Tomasz Chmielewski wrote:
Avi Kivity schrieb:
Tomasz Chmielewski wrote:
Why do my guests show "Clocksource tsc unstable" on bootup?
Linux expects the tsc to be monotonic and to have a 1:1
correspondence with real time, which isn't easy to achieve with
virtualization.
But the clocksource is kvm-clock, so why does the guest probe tsc at all?

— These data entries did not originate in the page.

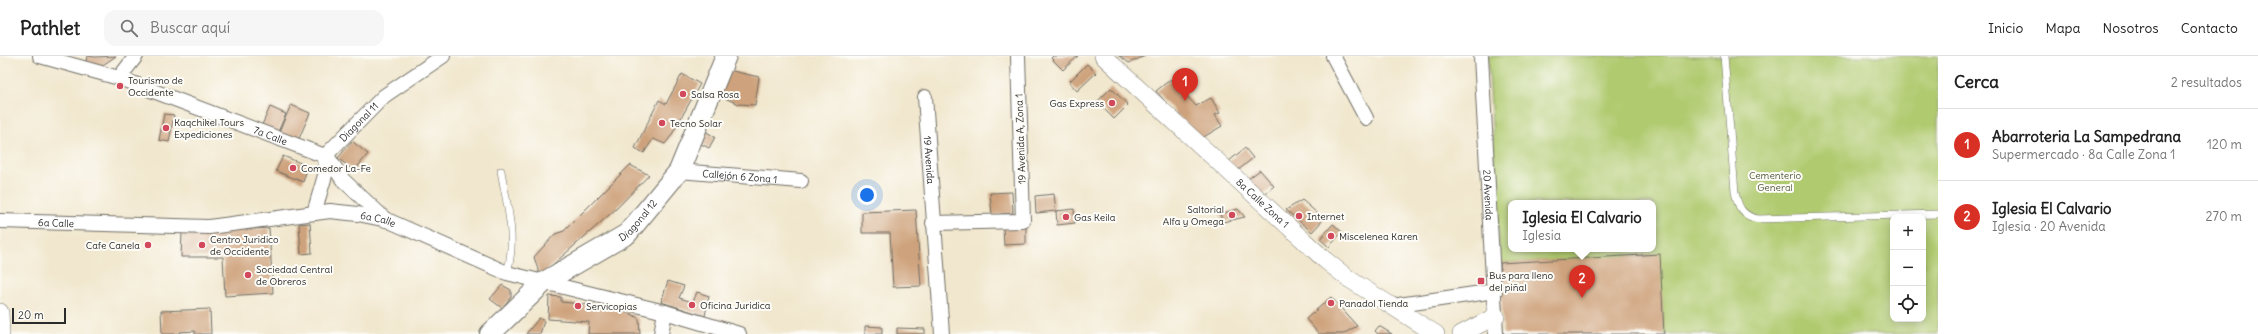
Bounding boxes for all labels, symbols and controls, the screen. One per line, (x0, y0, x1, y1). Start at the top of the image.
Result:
search box (104, 10, 384, 46)
text: Pathlet (20, 16, 80, 40)
icon: search (118, 17, 140, 39)
text: Buscar aquí (150, 18, 230, 37)
text: Inicio (1988, 19, 2023, 37)
text: Mapa (2045, 19, 2081, 37)
text: Nosotros (2103, 19, 2159, 37)
text: Contacto (2181, 19, 2238, 37)
pin: 1 (1172, 68, 1198, 101)
text: Cerca (1954, 71, 1999, 93)
place label: Tourismo de Occidente (128, 74, 183, 99)
text: 2 resultados (2171, 74, 2242, 91)
marker: Tourismo de Occidente (115, 81, 125, 91)
place label: Salsa Rosa (691, 88, 740, 101)
marker: Salsa Rosa (678, 89, 688, 99)
street label: 19 Avenida A, Zona 1 (1012, 94, 1029, 184)
place label: Gas Express (1049, 97, 1104, 110)
marker: Gas Express (1107, 98, 1117, 108)
street label: Diagonal 11 (337, 100, 381, 145)
place label: Kaqchikel Tours Expediciones (174, 116, 245, 141)
place label: Tecno Solar (670, 117, 722, 130)
marker: Tecno Solar (657, 118, 667, 128)
marker: Kaqchikel Tours Expediciones (161, 123, 171, 133)
street label: 7a Calle (252, 124, 289, 148)
text: Abarroteria La Sampedrana (1992, 127, 2181, 146)
street label: 19 Avenida (921, 135, 937, 185)
text: 1 (1964, 136, 1970, 153)
text: 120 m (2207, 136, 2242, 153)
text: Supermercado · 8a Calle Zona 1 (1992, 146, 2175, 163)
place label: Comedor La-Fe (301, 162, 371, 175)
marker: Comedor La-Fe (288, 163, 298, 173)
street label: Callejón 6 Zona 1 (702, 167, 778, 186)
street label: 20 Avenida (1480, 169, 1496, 221)
park label: Cementerio General (1749, 169, 1801, 194)
street label: 8a Calle Zona 1 (1233, 176, 1292, 231)
your location (857, 185, 877, 205)
street label: Diagonal 12 (616, 197, 660, 244)
text: Iglesia El Calvario (1992, 199, 2112, 218)
popup (1508, 200, 1656, 252)
place label: Saltorial Alfa y Omega (1163, 203, 1224, 228)
text: Iglesia El Calvario (1522, 208, 1642, 227)
text: 2 (1963, 208, 1971, 225)
text: 270 m (2205, 208, 2242, 225)
street label: 6a Calle (359, 209, 398, 230)
marker: Saltorial Alfa y Omega (1227, 210, 1237, 220)
place label: Internet (1307, 210, 1345, 223)
place label: Gas Keila (1074, 211, 1116, 224)
marker: Internet (1294, 211, 1304, 221)
marker: Gas Keila (1061, 212, 1071, 222)
map controls (1890, 214, 1926, 322)
button: + (1890, 214, 1926, 250)
street label: 6a Calle (38, 216, 74, 230)
text: Iglesia · 20 Avenida (1992, 218, 2106, 235)
text: Iglesia (1522, 227, 1561, 244)
place label: Miscelenea Karen (1339, 230, 1418, 243)
marker: Miscelenea Karen (1326, 231, 1336, 241)
place label: Centro Juridico de Occidente (210, 233, 279, 258)
place label: Cafe Canela (86, 239, 140, 252)
marker: Cafe Canela (143, 240, 153, 250)
marker: Centro Juridico de Occidente (197, 240, 207, 250)
button: − (1890, 250, 1926, 286)
place label: Sociedad Central de Obreros (256, 263, 332, 288)
pin: 2 (1569, 265, 1595, 298)
place label: Bus para lleno del piñal (1489, 269, 1553, 294)
marker: Sociedad Central de Obreros (243, 270, 253, 280)
marker: Bus para lleno del piñal (1476, 276, 1486, 286)
button: locate (1890, 286, 1926, 322)
place label: Panadol Tienda (1339, 297, 1409, 310)
marker: Panadol Tienda (1326, 298, 1336, 308)
place label: Oficina Juridica (700, 299, 771, 312)
place label: Servicopias (586, 300, 637, 313)
marker: Oficina Juridica (687, 300, 697, 310)
marker: Servicopias (573, 301, 583, 311)
scale bar (12, 306, 66, 325)
text: 20 m (18, 308, 44, 322)

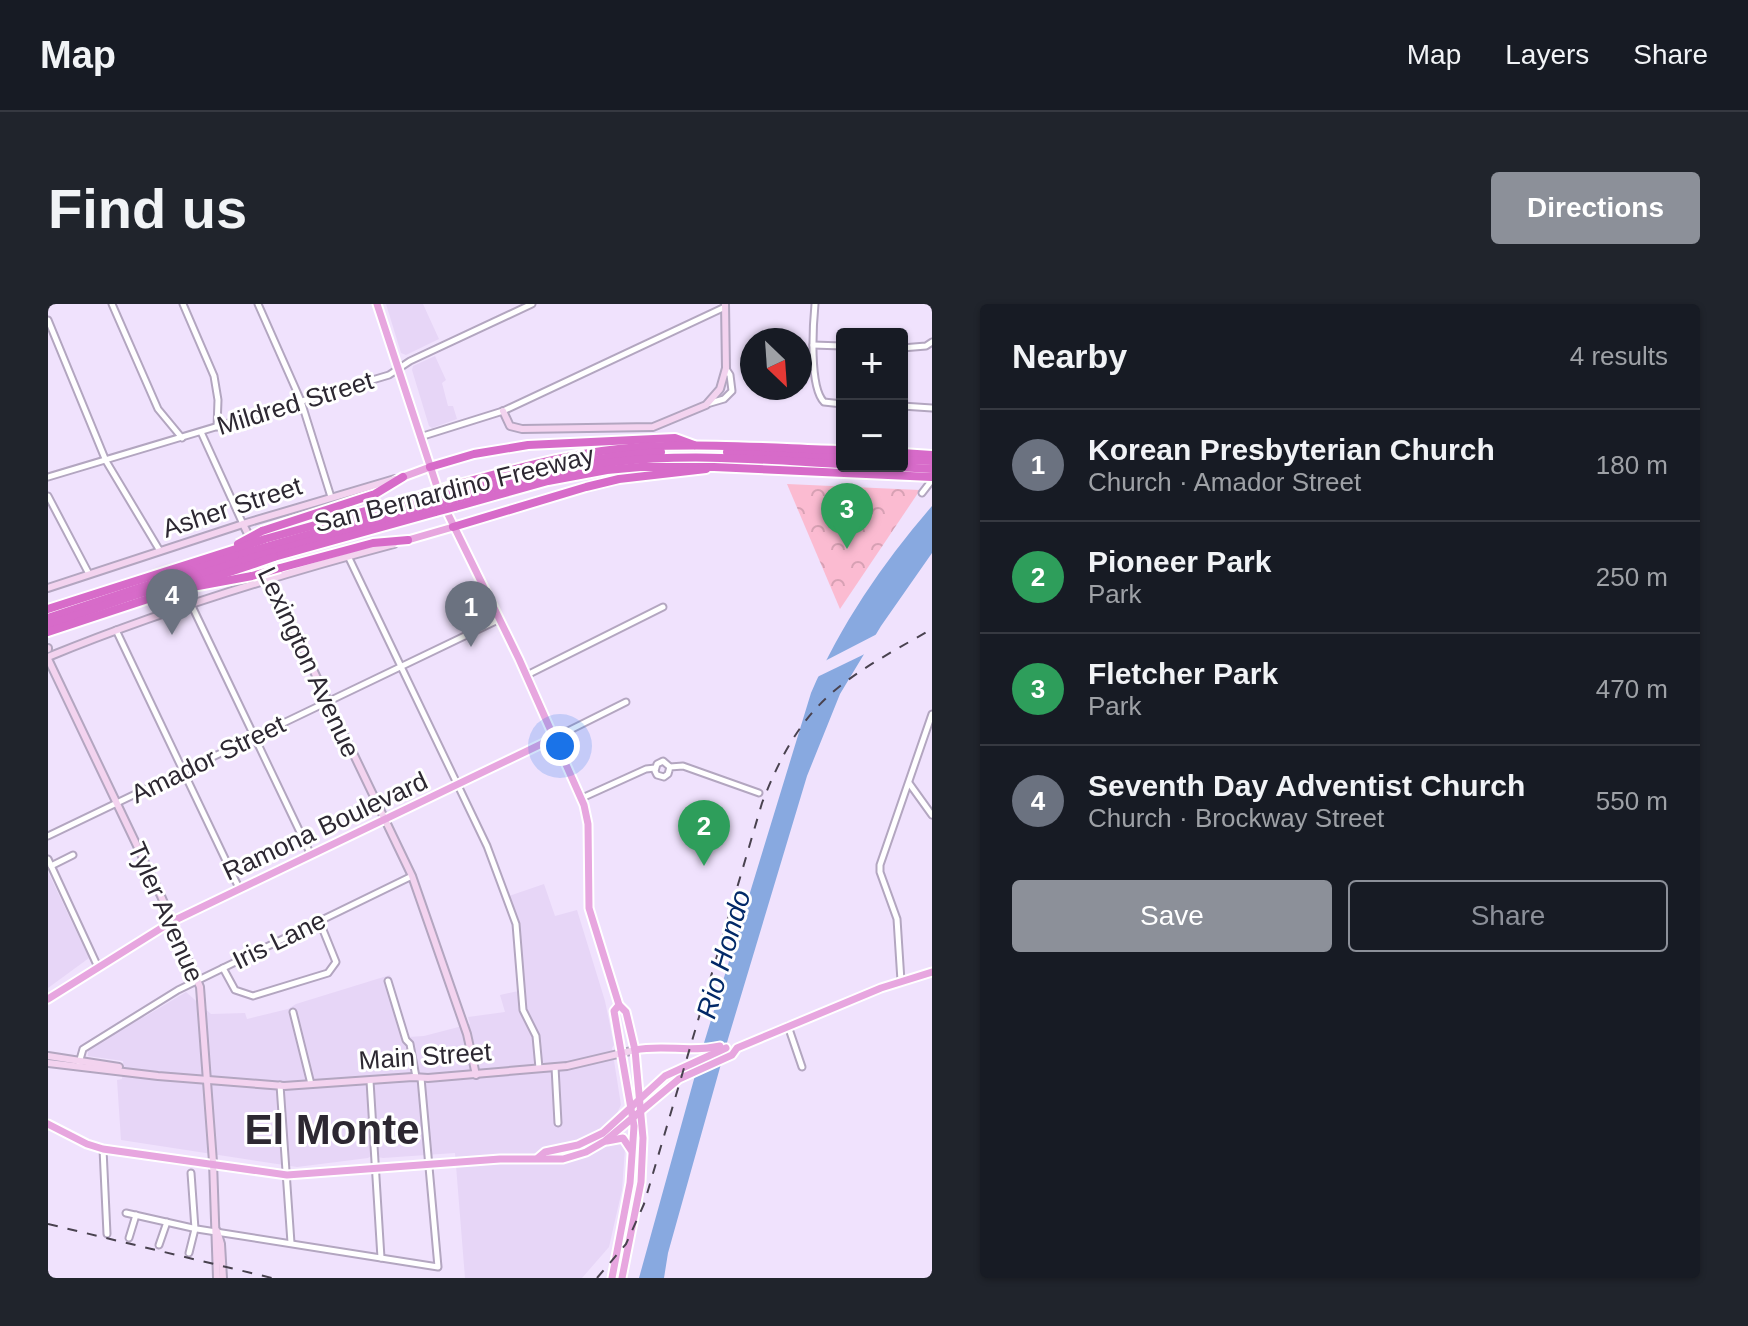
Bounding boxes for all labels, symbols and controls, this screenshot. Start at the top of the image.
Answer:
text: Map [40,34,116,76]
text: Map [1407,39,1461,70]
text: Layers [1505,39,1589,70]
text: Share [1633,39,1708,70]
button: Directions [1491,172,1700,244]
text: Find us [48,177,247,240]
north arrow [740,328,812,400]
map controls [836,328,908,472]
button: + [836,328,908,400]
text: Nearby [1012,337,1127,375]
text: 4 results [1570,341,1668,371]
street label: Mildred Street [213,365,378,441]
button: − [836,400,908,472]
text: Korean Presbyterian Church [1088,433,1495,466]
street label: San Bernardino Freeway [311,440,597,538]
text: 1 [1031,450,1045,480]
text: 180 m [1596,450,1668,480]
text: Church · Amador Street [1088,467,1361,497]
street label: Asher Street [159,470,306,544]
pin: 3 [821,483,873,549]
text: Pioneer Park [1088,545,1271,578]
street label: Lexington Avenue [252,562,366,762]
text: 2 [1031,562,1045,592]
text: 250 m [1596,562,1668,592]
pin: 4 [146,569,198,635]
text: Park [1088,579,1141,609]
pin: 1 [445,581,497,647]
text: Fletcher Park [1088,657,1278,690]
text: 3 [1031,674,1045,704]
text: 470 m [1596,674,1668,704]
text: Park [1088,691,1141,721]
street label: Amador Street [126,708,291,809]
your location [540,726,580,766]
street label: Ramona Boulevard [218,765,432,887]
text: Seventh Day Adventist Church [1088,769,1525,802]
text: 4 [1031,786,1045,816]
text: 550 m [1596,786,1668,816]
pin: 2 [678,800,730,866]
text: Church · Brockway Street [1088,803,1384,833]
street label: Tyler Avenue [122,837,210,987]
button: Save [1012,880,1332,952]
button: Share [1348,880,1668,952]
water label: Rio Hondo [690,886,757,1022]
street label: Iris Lane [228,905,330,975]
street label: Main Street [358,1036,493,1076]
district label: El Monte [245,1106,420,1153]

Good question. I don't know what the answer is. Maybe the scheduler
uses tsc for its internal clock.
I pasted a part of /proc/cpuinfo below.
I saw these with kvm-83 and kvm-84 (with cpufreq disabled, as it
perhaps can matter).
processor : 3
vendor_id : AuthenticAMD
cpu family : 15
model : 65
model name : Dual-Core AMD Opteron(tm) Processor 2212
stepping : 2
cpu MHz : 2000.000
cache size : 1024 KB
physical id : 1
siblings : 2
core id : 1
cpu cores : 2
fpu : yes
fpu_exception : yes
cpuid level : 1
wp : yes
flags : fpu vme de pse tsc msr pae mce cx8 apic sep mtrr pge
mca cmov pat pse36 clflush mmx fxsr sse sse2 ht syscall nx mmxext
fxsr_opt rdtscp lm 3dnowext 3dnow rep_good pni cx16 lahf_lm cmp_legacy
svm extapic cr8_legacy
bogomips : 3993.03
TLB size : 1024 4K pages
clflush size : 64
cache_alignment : 64
address sizes : 40 bits physical, 48 bits virtual
power management: ts fid vid ttp tm stc
This cpu indeed has unstable tsc, but disabling cpufreq should have
fixed it.
Maybe we need to disable C-states as well?